# What to work on:
Return verbatim all lines from the first one in the records to the line with "0 #84858d) drop-shadow(-2px", both ends kept.

# Dataset entries:
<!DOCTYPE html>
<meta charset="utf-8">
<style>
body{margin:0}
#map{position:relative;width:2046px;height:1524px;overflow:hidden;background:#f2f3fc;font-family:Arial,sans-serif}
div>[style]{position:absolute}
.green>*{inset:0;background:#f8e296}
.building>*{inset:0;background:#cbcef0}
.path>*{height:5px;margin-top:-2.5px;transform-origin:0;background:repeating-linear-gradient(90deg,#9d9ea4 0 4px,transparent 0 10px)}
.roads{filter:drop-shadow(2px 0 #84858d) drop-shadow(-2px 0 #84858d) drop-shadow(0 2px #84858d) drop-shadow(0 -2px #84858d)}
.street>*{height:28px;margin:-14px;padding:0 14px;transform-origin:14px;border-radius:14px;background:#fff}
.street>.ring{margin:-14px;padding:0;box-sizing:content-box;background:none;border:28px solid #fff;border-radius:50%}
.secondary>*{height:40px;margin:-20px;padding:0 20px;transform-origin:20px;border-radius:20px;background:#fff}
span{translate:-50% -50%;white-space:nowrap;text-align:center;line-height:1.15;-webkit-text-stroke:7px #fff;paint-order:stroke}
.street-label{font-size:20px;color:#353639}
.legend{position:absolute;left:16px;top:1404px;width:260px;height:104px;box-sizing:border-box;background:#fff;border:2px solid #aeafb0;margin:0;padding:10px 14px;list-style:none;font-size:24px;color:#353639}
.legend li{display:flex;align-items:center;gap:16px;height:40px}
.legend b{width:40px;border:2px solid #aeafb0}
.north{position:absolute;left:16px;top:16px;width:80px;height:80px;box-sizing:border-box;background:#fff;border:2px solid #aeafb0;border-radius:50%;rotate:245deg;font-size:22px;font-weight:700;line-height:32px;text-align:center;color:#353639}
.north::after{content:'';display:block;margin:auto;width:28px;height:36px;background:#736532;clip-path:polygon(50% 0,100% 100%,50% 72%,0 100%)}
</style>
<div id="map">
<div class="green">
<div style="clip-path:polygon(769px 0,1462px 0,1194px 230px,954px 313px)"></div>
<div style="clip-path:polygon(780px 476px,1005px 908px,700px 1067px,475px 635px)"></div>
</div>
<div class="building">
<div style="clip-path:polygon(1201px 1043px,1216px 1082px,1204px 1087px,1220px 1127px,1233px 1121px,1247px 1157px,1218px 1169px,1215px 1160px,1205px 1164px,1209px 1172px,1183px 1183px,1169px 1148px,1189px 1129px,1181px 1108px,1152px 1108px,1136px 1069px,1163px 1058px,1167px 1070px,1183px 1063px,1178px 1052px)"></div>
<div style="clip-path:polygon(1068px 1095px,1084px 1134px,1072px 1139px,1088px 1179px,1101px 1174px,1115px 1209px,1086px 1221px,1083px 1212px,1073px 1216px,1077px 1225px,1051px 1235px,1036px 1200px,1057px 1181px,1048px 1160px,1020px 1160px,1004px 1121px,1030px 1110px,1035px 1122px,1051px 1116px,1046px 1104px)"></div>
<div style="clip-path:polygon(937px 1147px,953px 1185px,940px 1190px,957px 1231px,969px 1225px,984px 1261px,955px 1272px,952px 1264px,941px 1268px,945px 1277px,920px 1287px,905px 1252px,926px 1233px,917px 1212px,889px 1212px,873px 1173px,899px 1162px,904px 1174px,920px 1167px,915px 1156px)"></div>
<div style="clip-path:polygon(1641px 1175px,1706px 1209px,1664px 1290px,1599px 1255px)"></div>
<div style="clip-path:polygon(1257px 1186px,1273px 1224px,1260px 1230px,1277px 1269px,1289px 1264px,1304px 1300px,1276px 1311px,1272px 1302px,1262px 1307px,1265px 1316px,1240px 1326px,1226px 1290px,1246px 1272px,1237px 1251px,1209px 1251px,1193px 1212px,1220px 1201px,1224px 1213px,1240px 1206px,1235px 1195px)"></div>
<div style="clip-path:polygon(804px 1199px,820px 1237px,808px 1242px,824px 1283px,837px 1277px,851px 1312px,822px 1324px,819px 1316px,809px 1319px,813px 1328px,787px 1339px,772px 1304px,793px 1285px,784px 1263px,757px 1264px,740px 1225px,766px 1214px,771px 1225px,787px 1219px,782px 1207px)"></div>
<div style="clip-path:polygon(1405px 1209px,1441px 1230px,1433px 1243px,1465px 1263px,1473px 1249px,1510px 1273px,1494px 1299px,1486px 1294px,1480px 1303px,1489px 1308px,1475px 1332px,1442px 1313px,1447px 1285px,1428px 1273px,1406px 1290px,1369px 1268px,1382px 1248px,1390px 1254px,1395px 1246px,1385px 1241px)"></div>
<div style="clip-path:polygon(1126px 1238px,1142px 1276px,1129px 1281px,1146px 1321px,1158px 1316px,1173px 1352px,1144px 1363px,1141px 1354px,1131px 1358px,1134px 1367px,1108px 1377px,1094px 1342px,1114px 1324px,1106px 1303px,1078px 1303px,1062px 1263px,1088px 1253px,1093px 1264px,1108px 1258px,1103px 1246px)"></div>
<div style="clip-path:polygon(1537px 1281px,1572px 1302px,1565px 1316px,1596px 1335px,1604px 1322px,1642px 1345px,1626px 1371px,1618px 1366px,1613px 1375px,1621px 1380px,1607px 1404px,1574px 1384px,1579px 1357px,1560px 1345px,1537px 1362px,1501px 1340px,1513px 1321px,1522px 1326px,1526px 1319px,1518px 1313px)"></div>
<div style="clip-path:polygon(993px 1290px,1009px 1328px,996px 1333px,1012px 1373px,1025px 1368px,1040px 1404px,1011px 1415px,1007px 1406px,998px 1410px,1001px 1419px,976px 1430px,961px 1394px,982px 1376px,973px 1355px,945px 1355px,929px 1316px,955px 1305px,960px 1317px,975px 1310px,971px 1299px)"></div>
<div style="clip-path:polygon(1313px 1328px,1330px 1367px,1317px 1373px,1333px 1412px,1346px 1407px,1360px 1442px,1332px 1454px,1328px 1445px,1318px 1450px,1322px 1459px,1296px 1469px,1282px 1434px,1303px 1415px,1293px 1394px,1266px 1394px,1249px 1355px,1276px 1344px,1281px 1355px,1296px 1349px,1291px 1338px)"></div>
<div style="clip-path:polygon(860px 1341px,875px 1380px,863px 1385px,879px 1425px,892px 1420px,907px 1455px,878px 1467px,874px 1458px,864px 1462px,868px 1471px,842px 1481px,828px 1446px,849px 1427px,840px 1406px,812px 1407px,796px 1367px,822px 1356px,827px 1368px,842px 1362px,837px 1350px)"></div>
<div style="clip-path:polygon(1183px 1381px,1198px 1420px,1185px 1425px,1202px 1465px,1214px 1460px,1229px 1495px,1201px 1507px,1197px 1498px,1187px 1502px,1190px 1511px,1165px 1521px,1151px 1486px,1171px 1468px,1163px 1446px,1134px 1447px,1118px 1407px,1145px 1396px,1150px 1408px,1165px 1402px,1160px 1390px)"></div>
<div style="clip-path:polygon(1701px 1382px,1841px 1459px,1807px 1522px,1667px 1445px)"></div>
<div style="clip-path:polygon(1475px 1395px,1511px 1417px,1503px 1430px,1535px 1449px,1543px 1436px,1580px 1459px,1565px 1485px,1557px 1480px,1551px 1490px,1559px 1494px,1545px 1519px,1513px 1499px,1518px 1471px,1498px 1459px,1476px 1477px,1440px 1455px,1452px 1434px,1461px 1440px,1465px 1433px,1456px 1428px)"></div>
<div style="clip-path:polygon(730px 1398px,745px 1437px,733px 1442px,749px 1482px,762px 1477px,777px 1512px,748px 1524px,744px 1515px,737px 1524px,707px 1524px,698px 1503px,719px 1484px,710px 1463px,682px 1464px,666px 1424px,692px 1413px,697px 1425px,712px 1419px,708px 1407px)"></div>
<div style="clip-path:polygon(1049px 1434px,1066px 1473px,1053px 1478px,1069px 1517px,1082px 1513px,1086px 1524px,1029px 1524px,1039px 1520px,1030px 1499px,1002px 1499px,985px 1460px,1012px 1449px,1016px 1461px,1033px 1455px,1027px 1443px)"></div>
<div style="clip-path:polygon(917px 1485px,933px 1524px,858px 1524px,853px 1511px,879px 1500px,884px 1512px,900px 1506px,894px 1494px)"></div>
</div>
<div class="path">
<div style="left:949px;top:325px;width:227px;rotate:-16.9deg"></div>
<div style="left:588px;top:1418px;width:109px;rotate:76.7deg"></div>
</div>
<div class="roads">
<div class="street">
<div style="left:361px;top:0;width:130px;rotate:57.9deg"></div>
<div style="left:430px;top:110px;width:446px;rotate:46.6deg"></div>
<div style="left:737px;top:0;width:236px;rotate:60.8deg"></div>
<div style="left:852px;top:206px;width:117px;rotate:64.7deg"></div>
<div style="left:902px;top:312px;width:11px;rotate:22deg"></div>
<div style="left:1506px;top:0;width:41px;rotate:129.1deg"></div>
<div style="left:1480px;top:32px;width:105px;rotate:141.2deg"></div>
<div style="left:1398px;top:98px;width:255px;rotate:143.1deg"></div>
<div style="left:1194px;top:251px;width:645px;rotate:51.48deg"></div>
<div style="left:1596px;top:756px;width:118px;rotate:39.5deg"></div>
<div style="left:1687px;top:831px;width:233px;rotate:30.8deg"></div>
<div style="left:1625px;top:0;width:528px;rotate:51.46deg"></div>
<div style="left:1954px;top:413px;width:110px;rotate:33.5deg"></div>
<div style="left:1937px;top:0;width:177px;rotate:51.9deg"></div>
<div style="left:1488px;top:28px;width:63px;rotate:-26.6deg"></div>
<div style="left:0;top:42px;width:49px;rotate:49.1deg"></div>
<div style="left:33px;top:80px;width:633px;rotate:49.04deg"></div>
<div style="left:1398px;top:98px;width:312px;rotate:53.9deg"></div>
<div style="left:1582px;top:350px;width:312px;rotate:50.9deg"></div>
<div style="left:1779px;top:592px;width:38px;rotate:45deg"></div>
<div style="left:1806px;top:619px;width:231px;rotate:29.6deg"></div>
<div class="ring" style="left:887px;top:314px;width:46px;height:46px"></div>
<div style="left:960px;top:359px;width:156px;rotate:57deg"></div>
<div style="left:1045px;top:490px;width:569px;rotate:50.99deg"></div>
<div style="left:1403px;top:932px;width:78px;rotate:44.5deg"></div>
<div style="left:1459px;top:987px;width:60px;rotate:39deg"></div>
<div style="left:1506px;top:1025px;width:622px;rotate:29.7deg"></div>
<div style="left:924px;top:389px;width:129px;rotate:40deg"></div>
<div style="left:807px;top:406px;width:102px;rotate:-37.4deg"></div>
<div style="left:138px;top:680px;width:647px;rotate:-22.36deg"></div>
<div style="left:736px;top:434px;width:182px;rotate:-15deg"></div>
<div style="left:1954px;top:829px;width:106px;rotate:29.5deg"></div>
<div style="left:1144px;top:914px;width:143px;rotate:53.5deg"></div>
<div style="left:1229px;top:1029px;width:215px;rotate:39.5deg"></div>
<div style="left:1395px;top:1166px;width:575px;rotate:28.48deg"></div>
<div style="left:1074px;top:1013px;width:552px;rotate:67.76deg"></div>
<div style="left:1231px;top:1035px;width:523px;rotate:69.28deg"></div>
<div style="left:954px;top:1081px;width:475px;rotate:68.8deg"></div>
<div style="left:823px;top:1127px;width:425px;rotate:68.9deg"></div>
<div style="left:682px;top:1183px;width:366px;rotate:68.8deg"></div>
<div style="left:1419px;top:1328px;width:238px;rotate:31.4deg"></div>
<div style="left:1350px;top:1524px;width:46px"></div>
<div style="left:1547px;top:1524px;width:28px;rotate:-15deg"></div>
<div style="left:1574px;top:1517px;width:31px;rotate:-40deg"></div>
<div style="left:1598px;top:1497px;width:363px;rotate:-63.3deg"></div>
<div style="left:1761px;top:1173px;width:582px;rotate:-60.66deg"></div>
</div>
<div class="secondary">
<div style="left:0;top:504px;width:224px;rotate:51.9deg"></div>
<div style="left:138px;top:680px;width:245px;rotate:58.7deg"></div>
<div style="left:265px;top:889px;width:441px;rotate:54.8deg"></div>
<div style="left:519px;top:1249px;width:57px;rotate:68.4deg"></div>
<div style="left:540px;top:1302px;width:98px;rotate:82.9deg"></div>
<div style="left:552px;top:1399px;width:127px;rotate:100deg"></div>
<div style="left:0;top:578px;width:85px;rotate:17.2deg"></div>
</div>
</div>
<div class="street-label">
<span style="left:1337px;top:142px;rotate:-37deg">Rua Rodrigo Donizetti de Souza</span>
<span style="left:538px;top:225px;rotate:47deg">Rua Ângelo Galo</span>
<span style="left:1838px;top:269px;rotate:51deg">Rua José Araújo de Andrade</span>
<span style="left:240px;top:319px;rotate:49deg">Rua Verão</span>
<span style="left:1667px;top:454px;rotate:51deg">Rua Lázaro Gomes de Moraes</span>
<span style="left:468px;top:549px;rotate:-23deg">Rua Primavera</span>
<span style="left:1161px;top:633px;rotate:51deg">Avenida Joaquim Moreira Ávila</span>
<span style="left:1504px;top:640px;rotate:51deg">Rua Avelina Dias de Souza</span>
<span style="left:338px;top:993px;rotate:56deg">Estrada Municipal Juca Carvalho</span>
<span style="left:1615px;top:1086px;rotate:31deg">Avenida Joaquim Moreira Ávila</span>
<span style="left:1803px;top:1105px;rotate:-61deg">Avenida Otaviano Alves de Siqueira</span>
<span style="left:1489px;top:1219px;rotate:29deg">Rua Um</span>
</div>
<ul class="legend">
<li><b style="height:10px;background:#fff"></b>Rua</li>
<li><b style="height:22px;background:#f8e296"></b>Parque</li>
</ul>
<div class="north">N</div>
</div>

# Solution to this exercise:
<!DOCTYPE html>
<meta charset="utf-8">
<style>
body{margin:0}
#map{position:relative;width:2046px;height:1524px;overflow:hidden;background:#f2f3fc;font-family:Arial,sans-serif}
div>[style]{position:absolute}
.green>*{inset:0;background:#f8e296}
.building>*{inset:0;background:#cbcef0}
.path>*{height:5px;margin-top:-2.5px;transform-origin:0;background:repeating-linear-gradient(90deg,#9d9ea4 0 4px,transparent 0 10px)}
.roads{filter:drop-shadow(2px 0 #84858d) drop-shadow(-2px 0 #84858d) drop-shadow(0 2px #84858d) drop-shadow(0 -2px #84858d)}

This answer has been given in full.